I step to the window. Watch as she gets into Eli’s car. He gives a short wave.

I don’t wave back.

The car disappears into the haze, taillights blinking red through the fog.

And the moment they’re gone, I exhale.

Long. Slow.

Then I turn from the window, head upstairs, and step into my room.

The drawer slides open with a soft scrape. I reach in. Pull out the black hoodie. The fabric is worn in places, elbows, cuffs, but it fits perfectly. I slide it on over my T-shirt.

Because now that Sabine’s gone?

Now the real work begins.

I kneel.

Draw the knife from the sheath at my ankle. Test the edge with my thumb. Clean. Sharp.

Another blade rests at the small of my back, secured beneath the waistband. A third is hidden in the lining of my boot.

Overkill? Maybe.

But I don’t do half-measures anymore.

I cross the room. Reach into the closet. Past the hanging shirts, to the back panel. Just left of center. My fingers find the latch by feel.

A quiet click. The wood shifts.

And I’m in.

The crawlspace is low and narrow, thick with dust and the scent of dry rot. I crouch inside, reach for the old metal box buried beneath a ratty blanket.

It’s dented. Heavy. Familiar.

I drag it out.

Set it down.

Undo the lock, and stare at everything I’ve gathered.

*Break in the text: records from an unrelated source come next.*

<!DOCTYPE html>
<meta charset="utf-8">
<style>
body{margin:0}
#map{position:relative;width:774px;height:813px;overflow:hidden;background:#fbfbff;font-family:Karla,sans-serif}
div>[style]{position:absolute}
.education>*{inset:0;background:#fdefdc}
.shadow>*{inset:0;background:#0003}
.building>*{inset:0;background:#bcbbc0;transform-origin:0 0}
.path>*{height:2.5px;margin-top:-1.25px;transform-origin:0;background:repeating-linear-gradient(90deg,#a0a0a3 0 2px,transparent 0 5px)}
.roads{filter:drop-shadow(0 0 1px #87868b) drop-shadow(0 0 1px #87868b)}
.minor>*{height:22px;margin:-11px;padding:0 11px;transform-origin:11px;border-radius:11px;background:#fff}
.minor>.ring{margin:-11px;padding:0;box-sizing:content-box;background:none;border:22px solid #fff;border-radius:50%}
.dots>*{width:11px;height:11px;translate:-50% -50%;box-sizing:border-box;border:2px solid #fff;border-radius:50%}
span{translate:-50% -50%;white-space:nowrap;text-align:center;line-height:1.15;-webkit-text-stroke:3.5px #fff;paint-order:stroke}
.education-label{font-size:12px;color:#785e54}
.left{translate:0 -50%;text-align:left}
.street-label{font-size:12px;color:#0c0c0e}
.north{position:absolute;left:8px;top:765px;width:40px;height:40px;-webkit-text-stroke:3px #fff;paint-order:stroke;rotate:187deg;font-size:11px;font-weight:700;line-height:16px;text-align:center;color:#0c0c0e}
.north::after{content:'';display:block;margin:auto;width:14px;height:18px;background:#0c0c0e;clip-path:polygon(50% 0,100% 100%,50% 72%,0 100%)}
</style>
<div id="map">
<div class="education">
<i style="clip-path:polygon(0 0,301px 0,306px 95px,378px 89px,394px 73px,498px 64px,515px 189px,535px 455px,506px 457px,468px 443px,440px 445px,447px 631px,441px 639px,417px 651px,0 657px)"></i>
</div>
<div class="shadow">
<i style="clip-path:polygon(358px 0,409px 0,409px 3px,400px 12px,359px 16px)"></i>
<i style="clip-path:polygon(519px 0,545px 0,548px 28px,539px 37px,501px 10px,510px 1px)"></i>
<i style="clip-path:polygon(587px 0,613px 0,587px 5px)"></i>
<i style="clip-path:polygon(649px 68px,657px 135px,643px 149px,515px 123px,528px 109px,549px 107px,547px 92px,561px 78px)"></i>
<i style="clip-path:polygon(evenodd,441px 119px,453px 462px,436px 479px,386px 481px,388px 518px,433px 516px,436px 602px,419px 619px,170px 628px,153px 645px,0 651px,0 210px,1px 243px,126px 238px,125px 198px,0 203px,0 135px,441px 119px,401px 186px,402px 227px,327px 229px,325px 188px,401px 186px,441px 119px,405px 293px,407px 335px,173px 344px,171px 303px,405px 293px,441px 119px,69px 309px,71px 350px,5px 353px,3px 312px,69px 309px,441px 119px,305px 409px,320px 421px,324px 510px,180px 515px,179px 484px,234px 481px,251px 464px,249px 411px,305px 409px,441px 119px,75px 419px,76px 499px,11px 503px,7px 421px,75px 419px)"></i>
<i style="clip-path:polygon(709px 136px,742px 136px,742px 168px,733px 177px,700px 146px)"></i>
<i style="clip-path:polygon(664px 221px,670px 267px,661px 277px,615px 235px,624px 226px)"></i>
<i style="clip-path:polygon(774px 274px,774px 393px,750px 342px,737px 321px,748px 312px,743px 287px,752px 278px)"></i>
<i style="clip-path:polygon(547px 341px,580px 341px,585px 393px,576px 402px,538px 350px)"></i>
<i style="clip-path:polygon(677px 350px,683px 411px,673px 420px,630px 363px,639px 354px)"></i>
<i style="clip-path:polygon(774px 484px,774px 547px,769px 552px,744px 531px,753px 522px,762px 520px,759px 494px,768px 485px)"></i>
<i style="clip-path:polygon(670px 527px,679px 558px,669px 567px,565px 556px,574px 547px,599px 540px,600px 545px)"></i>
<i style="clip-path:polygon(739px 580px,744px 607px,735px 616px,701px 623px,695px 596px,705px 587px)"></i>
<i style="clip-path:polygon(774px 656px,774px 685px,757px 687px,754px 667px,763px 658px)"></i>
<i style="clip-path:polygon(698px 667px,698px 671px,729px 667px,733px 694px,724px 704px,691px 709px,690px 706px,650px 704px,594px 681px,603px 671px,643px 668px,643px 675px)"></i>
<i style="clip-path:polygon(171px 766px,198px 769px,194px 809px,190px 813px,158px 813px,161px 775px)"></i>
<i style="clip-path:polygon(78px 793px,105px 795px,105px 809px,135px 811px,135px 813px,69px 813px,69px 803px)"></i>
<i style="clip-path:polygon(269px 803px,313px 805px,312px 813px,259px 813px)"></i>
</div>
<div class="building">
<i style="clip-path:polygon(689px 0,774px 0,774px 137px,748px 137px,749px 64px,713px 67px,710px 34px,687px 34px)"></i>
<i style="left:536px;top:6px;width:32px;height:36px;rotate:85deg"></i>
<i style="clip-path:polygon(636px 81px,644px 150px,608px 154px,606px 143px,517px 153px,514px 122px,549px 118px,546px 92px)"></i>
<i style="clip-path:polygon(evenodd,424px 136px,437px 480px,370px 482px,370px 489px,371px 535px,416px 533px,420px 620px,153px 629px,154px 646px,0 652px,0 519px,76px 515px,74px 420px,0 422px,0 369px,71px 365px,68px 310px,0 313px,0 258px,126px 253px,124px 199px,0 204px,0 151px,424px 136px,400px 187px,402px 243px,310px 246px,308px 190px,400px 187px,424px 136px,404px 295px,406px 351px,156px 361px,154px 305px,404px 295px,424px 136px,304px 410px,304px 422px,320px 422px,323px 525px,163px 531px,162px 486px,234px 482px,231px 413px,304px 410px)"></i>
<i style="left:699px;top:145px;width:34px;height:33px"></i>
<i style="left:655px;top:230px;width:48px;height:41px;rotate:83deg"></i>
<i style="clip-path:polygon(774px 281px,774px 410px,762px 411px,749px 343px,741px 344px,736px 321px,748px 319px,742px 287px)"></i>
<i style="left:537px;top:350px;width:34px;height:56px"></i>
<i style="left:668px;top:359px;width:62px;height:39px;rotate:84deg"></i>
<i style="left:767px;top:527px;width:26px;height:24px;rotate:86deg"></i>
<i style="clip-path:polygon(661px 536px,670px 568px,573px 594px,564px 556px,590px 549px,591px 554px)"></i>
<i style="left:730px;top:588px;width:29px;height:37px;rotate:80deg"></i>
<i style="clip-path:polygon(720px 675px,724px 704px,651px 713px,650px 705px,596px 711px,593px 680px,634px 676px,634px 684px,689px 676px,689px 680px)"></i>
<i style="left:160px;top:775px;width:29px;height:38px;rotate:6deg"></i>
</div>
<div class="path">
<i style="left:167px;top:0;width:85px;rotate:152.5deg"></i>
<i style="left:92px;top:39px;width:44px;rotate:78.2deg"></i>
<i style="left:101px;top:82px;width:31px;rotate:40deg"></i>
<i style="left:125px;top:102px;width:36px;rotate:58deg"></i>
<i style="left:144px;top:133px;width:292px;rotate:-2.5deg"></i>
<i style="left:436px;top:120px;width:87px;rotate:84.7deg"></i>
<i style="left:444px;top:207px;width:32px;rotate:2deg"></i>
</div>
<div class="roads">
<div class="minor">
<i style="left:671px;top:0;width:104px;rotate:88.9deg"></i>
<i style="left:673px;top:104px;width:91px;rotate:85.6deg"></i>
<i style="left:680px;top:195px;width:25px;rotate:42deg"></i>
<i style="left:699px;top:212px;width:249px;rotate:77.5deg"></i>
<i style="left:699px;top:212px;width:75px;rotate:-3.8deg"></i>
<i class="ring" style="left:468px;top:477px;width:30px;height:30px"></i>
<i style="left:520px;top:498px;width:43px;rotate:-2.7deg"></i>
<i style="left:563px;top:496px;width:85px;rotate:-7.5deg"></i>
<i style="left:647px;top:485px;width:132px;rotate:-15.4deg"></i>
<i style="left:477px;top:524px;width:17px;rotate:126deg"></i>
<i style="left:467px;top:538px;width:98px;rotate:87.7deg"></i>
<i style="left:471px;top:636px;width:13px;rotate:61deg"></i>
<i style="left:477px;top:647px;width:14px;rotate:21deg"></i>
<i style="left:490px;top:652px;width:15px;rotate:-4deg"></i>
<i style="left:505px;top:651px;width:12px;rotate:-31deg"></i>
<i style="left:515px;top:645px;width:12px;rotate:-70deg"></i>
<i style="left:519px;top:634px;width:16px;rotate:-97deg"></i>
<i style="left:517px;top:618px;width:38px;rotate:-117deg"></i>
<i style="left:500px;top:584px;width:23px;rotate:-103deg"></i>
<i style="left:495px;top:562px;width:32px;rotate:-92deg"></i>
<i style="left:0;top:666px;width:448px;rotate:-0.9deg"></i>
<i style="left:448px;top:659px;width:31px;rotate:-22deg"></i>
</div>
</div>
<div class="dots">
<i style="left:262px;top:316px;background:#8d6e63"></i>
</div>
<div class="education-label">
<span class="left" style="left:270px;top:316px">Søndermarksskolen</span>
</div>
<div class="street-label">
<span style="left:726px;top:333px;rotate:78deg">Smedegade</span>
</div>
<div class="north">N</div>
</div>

Inside are the clues too important to be stored in the notebook downstairs.

A photo of a license plate that’s shown up too many times in too many places.

A gas station receipt, two streets over—Sabine’s name scrawled in marker and taped to the pump, like a message.

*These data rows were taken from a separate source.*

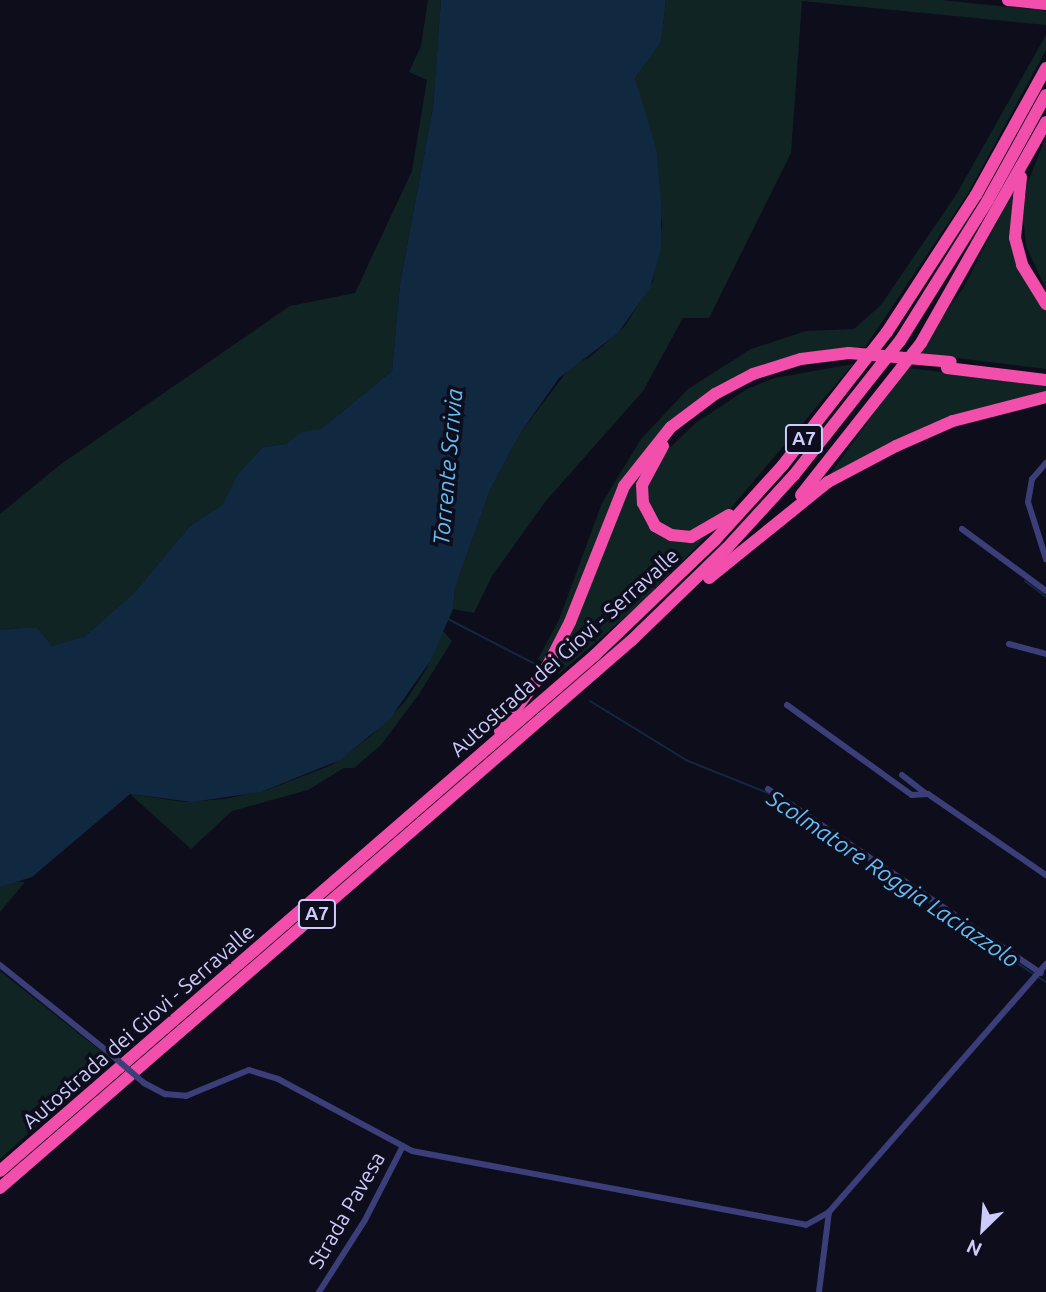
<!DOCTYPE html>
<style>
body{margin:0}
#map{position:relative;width:1046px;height:1292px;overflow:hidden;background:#0e0d1c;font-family:Ubuntu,sans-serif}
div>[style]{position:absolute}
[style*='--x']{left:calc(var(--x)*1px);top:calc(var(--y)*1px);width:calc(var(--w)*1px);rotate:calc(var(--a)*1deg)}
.green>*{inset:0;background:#102523}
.water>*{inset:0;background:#112841}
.stream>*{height:2px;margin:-1px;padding:0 1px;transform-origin:1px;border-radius:1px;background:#112841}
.minor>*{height:6px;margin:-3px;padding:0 3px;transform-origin:3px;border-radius:3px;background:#3b3e78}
.motorway>*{height:12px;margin:-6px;padding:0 6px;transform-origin:6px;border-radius:6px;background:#f24fac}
.minor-bridge>*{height:6px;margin:-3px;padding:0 3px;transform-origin:3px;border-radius:3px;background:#3b3e78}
.motorway-bridge>*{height:12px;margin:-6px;padding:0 6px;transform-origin:6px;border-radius:6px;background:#f24fac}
span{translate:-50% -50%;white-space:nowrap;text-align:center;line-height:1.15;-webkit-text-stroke:7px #0e0d1c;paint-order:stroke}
.shield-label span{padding:2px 5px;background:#0e0d1c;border:2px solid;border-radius:5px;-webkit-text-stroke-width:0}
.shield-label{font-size:19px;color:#cccbfb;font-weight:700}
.street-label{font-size:21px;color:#cccbfb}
.water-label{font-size:23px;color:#61bdf4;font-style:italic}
.north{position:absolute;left:948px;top:1194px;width:70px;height:70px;-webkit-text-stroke:5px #0e0d1c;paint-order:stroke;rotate:205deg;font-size:19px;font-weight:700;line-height:28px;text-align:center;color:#cccbfb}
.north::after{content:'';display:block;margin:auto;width:24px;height:32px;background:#cccbfb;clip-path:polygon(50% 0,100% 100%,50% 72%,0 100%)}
</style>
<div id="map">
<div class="green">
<div style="clip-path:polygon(428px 0,441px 0,433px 107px,400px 284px,392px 371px,321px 429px,286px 444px,263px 447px,237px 475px,222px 505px,190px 526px,134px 593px,85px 636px,52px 646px,37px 627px,0 630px,0 514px,61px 464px,290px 306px,355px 293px,412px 171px,427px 80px,409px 72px,421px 46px)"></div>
<div style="clip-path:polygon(666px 0,941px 0,1046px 11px,1046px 25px,802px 1px,791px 153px,709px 318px,683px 318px,643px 391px,545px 502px,492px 576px,474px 613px,453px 609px,455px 588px,490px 490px,521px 432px,571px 366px,590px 357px,625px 326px,653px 281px,662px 227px,657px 160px,635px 78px,661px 41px)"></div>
<div style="clip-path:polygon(1046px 35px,1046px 50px,967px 195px,865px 347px,840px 349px,708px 394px,610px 505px,580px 589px,543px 662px,538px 659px,559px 620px,602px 503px,641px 439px,688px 389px,751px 349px,806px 331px,854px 329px,881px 305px,956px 195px)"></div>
<div style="clip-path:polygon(1046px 136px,1046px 289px,1026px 246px,1023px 215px,1027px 185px)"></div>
<div style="clip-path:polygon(1012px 194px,1012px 238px,1046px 309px,1046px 369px,917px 353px,964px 287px)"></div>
<div style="clip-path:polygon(853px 364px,725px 515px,696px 531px,670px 531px,655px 521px,647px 507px,647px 484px,660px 457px,697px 422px,747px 389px,775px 378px)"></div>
<div style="clip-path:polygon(907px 368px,1046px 384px,1046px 393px,935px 423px,828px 477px)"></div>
<div style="clip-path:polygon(649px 459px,645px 518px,693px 541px,706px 537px,640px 604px,559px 674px,551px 669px,575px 624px,622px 500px)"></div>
<div style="clip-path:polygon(443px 631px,452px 641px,419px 694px,381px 745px,354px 768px,344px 768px,308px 790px,232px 811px,191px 849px,130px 794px,184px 802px,225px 799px,267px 790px,332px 765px,371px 736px,404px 703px,426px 670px)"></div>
<div style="clip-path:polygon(13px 881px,25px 882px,0 912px,0 887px)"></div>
<div style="clip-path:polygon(0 971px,111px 1059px,0 1159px)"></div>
</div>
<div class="water">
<div style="clip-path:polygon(441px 0,666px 0,661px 42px,635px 78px,656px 148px,661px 200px,661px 249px,650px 288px,618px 333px,559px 378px,521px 432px,490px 490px,455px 588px,453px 609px,431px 660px,389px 720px,340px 760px,261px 792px,192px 802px,130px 794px,32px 877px,0 887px,0 630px,37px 627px,52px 646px,85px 636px,134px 593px,190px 526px,222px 505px,237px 475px,263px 447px,286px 444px,302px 432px,321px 429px,392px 371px,400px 284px,433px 107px)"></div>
</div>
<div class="stream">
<div style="--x:1025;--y:581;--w:26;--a:37"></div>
<div style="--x:446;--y:618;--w:100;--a:27.3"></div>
<div style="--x:590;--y:701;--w:115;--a:31.5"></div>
<div style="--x:688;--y:761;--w:86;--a:21.8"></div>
<div style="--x:768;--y:793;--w:321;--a:34.3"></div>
<div style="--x:1038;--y:977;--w:9;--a:32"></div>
</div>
<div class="minor">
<div style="--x:1046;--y:463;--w:21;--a:131"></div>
<div style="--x:1032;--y:479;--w:23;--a:100"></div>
<div style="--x:1028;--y:502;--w:60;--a:72.5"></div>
<div style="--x:962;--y:529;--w:104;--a:36.4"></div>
<div style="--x:1009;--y:644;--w:38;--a:15"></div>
<div style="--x:787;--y:705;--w:154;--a:35.8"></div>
<div style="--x:912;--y:795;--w:16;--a:-4"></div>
<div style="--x:928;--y:794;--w:143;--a:34.5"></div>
<div style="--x:902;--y:775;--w:29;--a:38"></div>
<div style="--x:768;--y:789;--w:329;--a:34"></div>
<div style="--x:0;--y:965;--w:137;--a:38.8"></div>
<div style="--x:144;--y:1083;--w:24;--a:28"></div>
<div style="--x:165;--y:1094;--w:21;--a:5"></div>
<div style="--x:186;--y:1096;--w:68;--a:-22.4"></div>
<div style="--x:249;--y:1070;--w:30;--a:17"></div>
<div style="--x:278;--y:1079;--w:152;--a:28.2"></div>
<div style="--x:412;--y:1151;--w:401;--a:10.6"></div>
<div style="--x:806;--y:1225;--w:26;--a:-29"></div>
<div style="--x:829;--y:1212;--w:330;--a:-48.8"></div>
<div style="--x:319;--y:1292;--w:85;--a:-57.4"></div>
<div style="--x:365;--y:1220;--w:83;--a:-62.8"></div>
<div style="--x:819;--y:1292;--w:81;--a:-82.9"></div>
</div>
<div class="motorway">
<div style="--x:1008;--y:0;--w:38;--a:6"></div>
<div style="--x:1021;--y:177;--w:61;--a:95.6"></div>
<div style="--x:1015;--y:238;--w:28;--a:75"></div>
<div style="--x:1022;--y:265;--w:46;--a:58.4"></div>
<div style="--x:947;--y:368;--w:100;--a:6.9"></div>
<div style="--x:663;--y:446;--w:44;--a:118.3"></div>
<div style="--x:642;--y:485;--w:18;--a:87"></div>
<div style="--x:643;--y:503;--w:26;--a:62"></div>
<div style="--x:655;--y:526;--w:18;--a:29"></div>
<div style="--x:671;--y:535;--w:20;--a:6"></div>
<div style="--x:691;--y:537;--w:44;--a:-30.1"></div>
<div style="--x:801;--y:495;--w:194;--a:-51.7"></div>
<div style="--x:921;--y:343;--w:254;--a:-60.5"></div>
<div style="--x:709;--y:578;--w:153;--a:-38.9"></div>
<div style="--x:828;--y:482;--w:77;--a:-27.9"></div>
<div style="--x:896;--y:446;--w:62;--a:-23.7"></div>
<div style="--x:953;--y:421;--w:96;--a:-14.5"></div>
<div style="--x:500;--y:731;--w:82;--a:-54"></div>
<div style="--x:548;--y:665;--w:48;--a:-62.9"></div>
<div style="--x:570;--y:622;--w:146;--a:-68.3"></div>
<div style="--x:624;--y:486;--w:75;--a:-51.5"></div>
<div style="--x:671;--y:427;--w:55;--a:-36.9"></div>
<div style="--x:715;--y:394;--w:43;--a:-27.8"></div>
<div style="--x:753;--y:374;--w:50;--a:-17.4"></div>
<div style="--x:801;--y:359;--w:48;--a:-7.1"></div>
<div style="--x:0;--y:1171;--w:788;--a:-40.93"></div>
<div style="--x:595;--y:655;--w:166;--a:-43.8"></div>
<div style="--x:715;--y:540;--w:101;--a:-47.8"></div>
<div style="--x:783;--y:465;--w:169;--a:-52"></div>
<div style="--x:887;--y:332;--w:163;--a:-57"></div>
<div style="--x:976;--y:195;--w:145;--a:-61.1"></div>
<div style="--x:0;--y:1188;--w:836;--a:-40.93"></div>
<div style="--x:632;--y:640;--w:132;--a:-44.1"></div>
<div style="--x:727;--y:548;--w:99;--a:-47.5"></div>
<div style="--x:794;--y:475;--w:171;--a:-51.7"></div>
<div style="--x:900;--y:341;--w:166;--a:-58"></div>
<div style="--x:988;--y:200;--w:120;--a:-61.1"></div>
</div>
<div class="minor-bridge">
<div style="--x:107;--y:1051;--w:49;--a:40.9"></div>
</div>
<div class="motorway-bridge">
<div style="--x:849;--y:353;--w:102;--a:5"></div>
</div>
<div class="shield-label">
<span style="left:804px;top:439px">A7</span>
<span style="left:317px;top:914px">A7</span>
</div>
<div class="street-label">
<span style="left:564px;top:652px;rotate:-42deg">Autostrada dei Giovi - Serravalle</span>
<span style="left:138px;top:1026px;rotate:-41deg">Autostrada dei Giovi - Serravalle</span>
<span style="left:346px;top:1210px;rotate:-60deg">Strada Pavesa</span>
</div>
<div class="water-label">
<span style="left:448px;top:467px;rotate:-85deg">Torrente Scrivia</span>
<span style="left:893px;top:879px;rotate:34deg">Scolmatore Roggia Laciazzolo</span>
</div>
<div class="north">N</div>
</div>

A flash drive, encrypted, labeled only by a date. Footage of a man in a hoodie pausing too long at the end of our street.

And a gun. Not the one in the drawer.

That one’s for warnings. For slamming against a doorframe at two in the morning when instincts go hot and stupid.

This one is for when there’s no one left to warn.

I set it beside me on the floor and open the laptop—one I keep permanently offline. No Wi-Fi. No cloud. No risk.

I load the footage from the camera, the one that glitched.